• ASSIGNMENT:
Restate the listing exactly and in full.

• SUPPLIED MATERIAL:
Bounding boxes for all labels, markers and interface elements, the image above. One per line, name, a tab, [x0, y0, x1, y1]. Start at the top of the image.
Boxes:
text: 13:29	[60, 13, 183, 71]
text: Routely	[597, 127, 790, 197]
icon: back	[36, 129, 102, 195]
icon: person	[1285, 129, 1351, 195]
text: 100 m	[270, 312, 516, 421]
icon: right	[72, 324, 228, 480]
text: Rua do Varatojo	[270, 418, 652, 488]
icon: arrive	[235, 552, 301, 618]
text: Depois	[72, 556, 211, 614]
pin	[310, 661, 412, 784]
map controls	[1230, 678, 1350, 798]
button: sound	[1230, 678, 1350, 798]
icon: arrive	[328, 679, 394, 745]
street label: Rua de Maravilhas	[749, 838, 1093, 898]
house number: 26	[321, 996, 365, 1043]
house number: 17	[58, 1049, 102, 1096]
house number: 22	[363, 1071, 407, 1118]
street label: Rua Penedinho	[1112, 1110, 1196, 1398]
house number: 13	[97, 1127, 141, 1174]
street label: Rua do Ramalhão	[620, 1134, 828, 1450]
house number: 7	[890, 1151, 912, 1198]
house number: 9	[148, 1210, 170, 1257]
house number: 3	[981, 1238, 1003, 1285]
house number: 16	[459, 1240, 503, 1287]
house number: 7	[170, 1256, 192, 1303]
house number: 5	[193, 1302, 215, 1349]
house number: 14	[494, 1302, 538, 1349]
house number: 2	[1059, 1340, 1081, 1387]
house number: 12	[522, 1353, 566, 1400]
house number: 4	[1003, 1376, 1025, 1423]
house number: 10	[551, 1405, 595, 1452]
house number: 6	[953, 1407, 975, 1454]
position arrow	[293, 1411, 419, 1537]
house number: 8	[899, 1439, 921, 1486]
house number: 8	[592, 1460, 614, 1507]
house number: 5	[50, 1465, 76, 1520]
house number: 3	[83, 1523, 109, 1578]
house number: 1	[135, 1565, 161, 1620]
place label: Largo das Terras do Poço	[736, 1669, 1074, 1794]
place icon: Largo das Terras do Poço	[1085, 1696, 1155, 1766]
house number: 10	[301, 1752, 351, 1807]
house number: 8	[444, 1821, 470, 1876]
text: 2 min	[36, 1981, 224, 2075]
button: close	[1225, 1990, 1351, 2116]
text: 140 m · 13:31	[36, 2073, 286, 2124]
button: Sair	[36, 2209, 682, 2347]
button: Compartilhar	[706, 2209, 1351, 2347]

• RESULT FOR THIS TASK:
Bounding boxes for all labels, markers and interface elements, the image above. One per line, name, a tab, [x0, y0, x1, y1]. Start at the top of the image.
Boxes:
text: 13:29	[60, 13, 183, 71]
text: Routely	[597, 127, 790, 197]
icon: back	[36, 129, 102, 195]
icon: person	[1285, 129, 1351, 195]
text: 100 m	[270, 312, 516, 421]
icon: right	[72, 324, 228, 480]
text: Rua do Varatojo	[270, 418, 652, 488]
icon: arrive	[235, 552, 301, 618]
text: Depois	[72, 556, 211, 614]
pin	[310, 661, 412, 784]
map controls	[1230, 678, 1350, 798]
button: sound	[1230, 678, 1350, 798]
icon: arrive	[328, 679, 394, 745]
street label: Rua de Maravilhas	[749, 838, 1093, 898]
house number: 26	[321, 996, 365, 1043]
house number: 17	[58, 1049, 102, 1096]
house number: 22	[363, 1071, 407, 1118]
street label: Rua Penedinho	[1112, 1110, 1196, 1398]
house number: 13	[97, 1127, 141, 1174]
street label: Rua do Ramalhão	[620, 1134, 828, 1450]
house number: 7	[890, 1151, 912, 1198]
house number: 9	[148, 1210, 170, 1257]
house number: 3	[981, 1238, 1003, 1285]
house number: 16	[459, 1240, 503, 1287]
house number: 7	[170, 1256, 192, 1303]
house number: 5	[193, 1302, 215, 1349]
house number: 14	[494, 1302, 538, 1349]
house number: 2	[1059, 1340, 1081, 1387]
house number: 12	[522, 1353, 566, 1400]
house number: 4	[1003, 1376, 1025, 1423]
house number: 10	[551, 1405, 595, 1452]
house number: 6	[953, 1407, 975, 1454]
position arrow	[293, 1411, 419, 1537]
house number: 8	[899, 1439, 921, 1486]
house number: 8	[592, 1460, 614, 1507]
house number: 5	[50, 1465, 76, 1520]
house number: 3	[83, 1523, 109, 1578]
house number: 1	[135, 1565, 161, 1620]
place label: Largo das Terras do Poço	[736, 1669, 1074, 1794]
place icon: Largo das Terras do Poço	[1085, 1696, 1155, 1766]
house number: 10	[301, 1752, 351, 1807]
house number: 8	[444, 1821, 470, 1876]
text: 2 min	[36, 1981, 224, 2075]
button: close	[1225, 1990, 1351, 2116]
text: 140 m · 13:31	[36, 2073, 286, 2124]
button: Sair	[36, 2209, 682, 2347]
button: Compartilhar	[706, 2209, 1351, 2347]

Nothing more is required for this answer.